Sep 28, 2023 - Sale 2646

Sale 2646 - Lot 307

Unsold
Estimate: $ 600 - $ 900
(LATIN AMERICA.) Marshall Howard Seville. Reports on Nicaragua, Costa Rica, Paraguay, Surinam, Honduras, Cuba, Chile, and more. 10 items, numbered non-continuously, totaling 19 carbon typescript pages (first essay an original typescript), each 10 1/2 x 8 inches; each bound with original paper clip, minor wear, some with manuscript corrections, each dated and annotated in pencil. No place, October-December 1918

Additional Details

Marshall Howard Saville (1867-1935) was a professor of archaeology at Columbia University, and a founding member of the Explorers Club. He was an early director of New York's Museum of the American Indian. In the course of many projects in Central and South America, he gained the expertise to produce these essays for the burgeoning United States intelligence community. Some or all were circulated internally as United States Military Intelligence Weekly Summaries (later republished in 1978).

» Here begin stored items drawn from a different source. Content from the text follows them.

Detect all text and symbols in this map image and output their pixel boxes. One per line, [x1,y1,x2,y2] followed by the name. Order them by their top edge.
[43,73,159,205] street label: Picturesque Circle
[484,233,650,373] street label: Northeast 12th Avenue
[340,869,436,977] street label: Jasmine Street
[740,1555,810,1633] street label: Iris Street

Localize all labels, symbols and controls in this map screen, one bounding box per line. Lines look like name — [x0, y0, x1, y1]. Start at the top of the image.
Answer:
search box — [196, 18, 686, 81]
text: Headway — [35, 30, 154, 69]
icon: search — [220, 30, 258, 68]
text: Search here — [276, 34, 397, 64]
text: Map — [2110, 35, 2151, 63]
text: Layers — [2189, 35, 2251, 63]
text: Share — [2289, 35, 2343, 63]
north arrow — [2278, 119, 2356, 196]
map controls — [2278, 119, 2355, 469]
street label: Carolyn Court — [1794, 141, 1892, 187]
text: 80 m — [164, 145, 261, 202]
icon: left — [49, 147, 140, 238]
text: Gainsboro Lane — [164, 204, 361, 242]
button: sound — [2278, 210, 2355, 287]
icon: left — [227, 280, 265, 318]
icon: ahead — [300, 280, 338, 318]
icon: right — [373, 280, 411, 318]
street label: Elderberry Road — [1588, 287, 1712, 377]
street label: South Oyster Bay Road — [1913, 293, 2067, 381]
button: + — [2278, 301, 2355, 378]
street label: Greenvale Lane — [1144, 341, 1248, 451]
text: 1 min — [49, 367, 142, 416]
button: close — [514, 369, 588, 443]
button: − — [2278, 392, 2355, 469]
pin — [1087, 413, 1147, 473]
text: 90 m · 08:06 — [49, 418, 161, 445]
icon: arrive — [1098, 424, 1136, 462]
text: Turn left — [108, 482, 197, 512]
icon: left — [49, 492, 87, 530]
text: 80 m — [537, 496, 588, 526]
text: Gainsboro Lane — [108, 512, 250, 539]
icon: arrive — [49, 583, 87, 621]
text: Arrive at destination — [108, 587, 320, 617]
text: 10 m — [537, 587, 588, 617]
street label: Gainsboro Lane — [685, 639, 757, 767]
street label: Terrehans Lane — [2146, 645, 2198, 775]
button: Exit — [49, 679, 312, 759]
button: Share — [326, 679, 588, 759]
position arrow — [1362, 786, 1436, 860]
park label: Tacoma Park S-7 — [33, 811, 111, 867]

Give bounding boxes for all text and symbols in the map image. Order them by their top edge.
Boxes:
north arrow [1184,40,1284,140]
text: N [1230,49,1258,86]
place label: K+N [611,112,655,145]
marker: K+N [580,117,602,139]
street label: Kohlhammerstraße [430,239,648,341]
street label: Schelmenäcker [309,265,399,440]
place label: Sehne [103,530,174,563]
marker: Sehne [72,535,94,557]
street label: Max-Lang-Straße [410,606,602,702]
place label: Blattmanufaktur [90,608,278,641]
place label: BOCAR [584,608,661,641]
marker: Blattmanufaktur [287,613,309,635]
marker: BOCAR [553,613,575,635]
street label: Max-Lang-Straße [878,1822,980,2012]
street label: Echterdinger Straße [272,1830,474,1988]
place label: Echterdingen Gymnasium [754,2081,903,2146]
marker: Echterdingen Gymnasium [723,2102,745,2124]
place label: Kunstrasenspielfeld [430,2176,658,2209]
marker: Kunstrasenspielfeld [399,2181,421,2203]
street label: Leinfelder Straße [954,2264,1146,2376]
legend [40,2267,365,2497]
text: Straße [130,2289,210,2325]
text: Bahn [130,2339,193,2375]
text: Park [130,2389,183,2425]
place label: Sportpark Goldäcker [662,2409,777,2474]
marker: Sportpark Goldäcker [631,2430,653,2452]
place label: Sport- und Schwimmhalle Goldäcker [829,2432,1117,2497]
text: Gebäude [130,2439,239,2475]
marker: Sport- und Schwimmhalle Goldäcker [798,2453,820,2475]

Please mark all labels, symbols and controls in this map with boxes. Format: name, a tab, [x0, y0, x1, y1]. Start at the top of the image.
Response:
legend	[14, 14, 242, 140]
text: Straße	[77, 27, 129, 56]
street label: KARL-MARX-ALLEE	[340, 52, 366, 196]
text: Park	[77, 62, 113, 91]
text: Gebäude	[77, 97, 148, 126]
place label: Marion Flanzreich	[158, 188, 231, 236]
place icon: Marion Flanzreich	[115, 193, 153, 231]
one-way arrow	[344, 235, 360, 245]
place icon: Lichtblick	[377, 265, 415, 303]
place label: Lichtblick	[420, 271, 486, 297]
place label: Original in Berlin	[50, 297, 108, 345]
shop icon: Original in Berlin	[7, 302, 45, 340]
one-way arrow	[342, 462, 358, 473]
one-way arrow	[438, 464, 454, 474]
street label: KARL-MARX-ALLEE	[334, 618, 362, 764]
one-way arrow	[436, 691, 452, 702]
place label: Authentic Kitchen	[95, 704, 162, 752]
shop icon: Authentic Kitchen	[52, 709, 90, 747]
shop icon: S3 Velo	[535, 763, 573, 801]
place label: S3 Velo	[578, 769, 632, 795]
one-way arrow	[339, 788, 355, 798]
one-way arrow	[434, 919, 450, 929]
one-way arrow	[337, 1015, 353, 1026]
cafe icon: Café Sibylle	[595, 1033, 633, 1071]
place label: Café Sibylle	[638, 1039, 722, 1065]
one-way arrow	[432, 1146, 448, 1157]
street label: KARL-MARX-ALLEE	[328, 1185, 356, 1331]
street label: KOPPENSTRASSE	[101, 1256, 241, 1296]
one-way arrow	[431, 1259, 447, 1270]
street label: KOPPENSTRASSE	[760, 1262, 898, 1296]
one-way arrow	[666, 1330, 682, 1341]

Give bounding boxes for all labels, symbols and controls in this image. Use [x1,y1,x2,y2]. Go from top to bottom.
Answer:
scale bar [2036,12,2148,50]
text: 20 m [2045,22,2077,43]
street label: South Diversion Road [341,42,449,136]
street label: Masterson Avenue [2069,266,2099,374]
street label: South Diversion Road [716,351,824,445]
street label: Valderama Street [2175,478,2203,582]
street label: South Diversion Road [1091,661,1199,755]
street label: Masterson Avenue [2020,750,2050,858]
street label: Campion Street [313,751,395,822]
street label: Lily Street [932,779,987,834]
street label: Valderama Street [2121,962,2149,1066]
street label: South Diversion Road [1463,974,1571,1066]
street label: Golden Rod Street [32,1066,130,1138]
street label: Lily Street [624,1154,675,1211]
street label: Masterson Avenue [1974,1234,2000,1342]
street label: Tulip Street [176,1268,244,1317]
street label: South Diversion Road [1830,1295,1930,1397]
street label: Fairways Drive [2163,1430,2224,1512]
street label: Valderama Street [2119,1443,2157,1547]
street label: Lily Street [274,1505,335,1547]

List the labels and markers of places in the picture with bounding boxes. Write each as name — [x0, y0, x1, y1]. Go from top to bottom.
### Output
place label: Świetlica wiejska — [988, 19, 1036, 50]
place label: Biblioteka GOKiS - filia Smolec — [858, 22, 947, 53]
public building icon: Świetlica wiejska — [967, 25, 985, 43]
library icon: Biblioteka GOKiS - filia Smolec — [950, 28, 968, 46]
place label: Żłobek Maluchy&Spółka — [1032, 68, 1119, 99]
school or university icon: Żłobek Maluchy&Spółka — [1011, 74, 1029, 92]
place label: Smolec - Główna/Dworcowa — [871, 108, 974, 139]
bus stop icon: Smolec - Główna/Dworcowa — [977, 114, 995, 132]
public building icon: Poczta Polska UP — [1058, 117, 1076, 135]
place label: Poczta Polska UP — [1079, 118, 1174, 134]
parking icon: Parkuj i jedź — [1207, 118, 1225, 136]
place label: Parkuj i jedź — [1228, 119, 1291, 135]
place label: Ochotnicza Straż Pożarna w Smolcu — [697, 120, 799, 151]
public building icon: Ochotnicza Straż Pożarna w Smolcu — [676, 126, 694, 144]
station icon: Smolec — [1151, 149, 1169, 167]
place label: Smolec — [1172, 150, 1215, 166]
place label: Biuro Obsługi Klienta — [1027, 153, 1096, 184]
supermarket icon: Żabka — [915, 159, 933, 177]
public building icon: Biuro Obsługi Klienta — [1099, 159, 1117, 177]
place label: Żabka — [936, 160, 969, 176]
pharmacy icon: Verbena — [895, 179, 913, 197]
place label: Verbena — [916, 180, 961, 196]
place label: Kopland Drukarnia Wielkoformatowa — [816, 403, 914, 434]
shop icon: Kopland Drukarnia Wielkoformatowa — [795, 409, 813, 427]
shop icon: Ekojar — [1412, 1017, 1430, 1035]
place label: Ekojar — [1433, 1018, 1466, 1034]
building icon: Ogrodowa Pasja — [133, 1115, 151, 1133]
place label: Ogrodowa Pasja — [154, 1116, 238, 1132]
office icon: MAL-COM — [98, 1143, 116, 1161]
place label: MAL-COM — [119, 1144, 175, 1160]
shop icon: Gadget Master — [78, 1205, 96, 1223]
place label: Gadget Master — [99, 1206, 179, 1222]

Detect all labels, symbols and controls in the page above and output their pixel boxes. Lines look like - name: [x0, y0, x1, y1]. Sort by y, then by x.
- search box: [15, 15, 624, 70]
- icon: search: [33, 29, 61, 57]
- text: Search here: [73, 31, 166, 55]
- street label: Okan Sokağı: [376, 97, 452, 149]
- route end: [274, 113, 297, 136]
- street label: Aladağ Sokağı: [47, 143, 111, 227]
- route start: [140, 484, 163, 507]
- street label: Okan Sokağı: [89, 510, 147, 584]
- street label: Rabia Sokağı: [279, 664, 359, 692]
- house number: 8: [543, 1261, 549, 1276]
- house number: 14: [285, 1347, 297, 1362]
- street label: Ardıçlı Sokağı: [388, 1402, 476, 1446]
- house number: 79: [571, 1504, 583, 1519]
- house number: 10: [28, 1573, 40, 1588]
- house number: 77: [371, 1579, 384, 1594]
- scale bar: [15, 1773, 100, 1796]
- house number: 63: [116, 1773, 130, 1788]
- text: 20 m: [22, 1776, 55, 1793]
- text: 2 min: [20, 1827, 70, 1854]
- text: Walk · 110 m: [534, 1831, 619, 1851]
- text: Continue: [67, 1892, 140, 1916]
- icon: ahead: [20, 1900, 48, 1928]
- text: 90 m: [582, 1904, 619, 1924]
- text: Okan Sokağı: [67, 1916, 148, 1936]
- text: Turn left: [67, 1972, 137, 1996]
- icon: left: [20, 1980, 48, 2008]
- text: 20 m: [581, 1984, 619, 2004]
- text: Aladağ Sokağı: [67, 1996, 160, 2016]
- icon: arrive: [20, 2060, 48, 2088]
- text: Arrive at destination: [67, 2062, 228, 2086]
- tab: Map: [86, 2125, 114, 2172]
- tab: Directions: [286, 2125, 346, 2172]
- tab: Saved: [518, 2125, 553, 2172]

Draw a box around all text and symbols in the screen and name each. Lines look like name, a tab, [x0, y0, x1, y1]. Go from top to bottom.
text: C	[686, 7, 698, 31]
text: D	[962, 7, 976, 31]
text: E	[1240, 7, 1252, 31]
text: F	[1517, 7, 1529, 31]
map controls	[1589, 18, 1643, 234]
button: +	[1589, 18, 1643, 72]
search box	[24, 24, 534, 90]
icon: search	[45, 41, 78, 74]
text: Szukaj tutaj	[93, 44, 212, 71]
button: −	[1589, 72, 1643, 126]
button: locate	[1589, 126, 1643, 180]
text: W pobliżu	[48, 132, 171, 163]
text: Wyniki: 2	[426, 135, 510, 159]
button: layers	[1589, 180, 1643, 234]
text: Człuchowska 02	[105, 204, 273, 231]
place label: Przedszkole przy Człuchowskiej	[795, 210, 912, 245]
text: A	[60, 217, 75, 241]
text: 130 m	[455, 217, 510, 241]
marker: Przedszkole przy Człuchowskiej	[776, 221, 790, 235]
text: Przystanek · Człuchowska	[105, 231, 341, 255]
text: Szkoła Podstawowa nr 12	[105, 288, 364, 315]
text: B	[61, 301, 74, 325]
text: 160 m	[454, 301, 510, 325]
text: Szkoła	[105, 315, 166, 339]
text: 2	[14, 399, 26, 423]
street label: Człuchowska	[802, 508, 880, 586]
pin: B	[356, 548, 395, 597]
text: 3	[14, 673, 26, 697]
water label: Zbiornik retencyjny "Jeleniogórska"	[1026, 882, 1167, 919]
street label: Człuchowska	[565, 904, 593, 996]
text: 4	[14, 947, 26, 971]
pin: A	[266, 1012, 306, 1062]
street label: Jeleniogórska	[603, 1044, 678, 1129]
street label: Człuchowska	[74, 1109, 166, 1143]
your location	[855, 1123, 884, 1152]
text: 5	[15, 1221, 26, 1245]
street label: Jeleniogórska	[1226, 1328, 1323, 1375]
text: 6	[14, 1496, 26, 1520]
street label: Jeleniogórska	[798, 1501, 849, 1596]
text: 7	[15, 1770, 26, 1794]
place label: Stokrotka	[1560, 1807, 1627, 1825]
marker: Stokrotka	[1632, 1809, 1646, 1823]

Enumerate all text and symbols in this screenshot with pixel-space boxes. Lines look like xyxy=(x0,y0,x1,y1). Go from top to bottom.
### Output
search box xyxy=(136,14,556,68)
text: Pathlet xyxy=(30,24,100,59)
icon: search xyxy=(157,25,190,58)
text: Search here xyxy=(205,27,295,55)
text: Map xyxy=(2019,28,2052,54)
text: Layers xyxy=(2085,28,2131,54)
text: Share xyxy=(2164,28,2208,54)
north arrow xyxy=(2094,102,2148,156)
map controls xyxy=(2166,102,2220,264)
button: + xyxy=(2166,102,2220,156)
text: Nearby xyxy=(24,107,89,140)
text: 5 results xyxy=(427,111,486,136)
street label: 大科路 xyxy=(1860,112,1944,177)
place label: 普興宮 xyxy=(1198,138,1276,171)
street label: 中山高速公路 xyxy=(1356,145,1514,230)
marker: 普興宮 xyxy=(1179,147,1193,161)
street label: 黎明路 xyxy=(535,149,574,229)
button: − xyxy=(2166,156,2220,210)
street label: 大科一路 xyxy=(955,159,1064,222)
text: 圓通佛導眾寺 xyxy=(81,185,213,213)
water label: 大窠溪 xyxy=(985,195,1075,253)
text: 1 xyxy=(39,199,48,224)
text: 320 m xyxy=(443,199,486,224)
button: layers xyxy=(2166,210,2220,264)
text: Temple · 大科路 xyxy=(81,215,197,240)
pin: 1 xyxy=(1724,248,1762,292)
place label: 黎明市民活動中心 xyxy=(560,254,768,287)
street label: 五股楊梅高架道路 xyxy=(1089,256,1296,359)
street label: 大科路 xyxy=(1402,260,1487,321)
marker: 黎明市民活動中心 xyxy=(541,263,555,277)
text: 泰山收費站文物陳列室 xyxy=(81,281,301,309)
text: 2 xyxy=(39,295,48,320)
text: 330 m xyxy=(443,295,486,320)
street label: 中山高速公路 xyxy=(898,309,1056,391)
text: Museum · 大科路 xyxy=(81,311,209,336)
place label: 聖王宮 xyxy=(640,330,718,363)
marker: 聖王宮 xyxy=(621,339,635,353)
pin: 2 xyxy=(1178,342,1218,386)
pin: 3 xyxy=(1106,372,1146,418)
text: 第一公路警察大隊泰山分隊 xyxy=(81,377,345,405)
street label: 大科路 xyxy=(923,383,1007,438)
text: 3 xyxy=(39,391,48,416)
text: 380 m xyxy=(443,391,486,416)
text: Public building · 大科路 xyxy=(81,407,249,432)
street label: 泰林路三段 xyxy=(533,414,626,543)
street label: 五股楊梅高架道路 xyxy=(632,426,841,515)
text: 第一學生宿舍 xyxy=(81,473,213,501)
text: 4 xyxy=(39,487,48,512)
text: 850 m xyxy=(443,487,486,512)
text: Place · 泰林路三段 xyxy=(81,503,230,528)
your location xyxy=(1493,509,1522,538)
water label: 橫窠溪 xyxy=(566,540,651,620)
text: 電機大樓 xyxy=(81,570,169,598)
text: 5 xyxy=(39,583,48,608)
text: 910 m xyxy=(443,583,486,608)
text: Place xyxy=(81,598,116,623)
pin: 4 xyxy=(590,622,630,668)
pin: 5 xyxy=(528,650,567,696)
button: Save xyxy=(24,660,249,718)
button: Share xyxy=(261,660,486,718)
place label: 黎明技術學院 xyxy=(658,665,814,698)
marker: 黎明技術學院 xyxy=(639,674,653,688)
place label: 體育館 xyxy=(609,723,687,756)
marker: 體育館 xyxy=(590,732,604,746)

Included are: "The Nicaraguan Situation," 29 October 1918; "Impending Costa Rican Revolution," 29 October 1918; "The Extension of American Influence in Paraguay," 7 November 1918; "Dutch Guiana or Surinam," 12 November 1918; "The Proposed Union of Salvador and Honduras," 13 November 1918; "Cuban Political Tendencies," 16 November 1918; "The Colombian Problem," 19 November 1918; "The South American Alsace-Lorraine" (on the Chile-Peru border dispute), 19 November 1918; "The Relation of Chile and Argentina," 22 November 1918; and "Chile-Peruvian Dispute," 4 December 1918. Provenance: found among Saville's manuscripts at a Connecticut estate sale.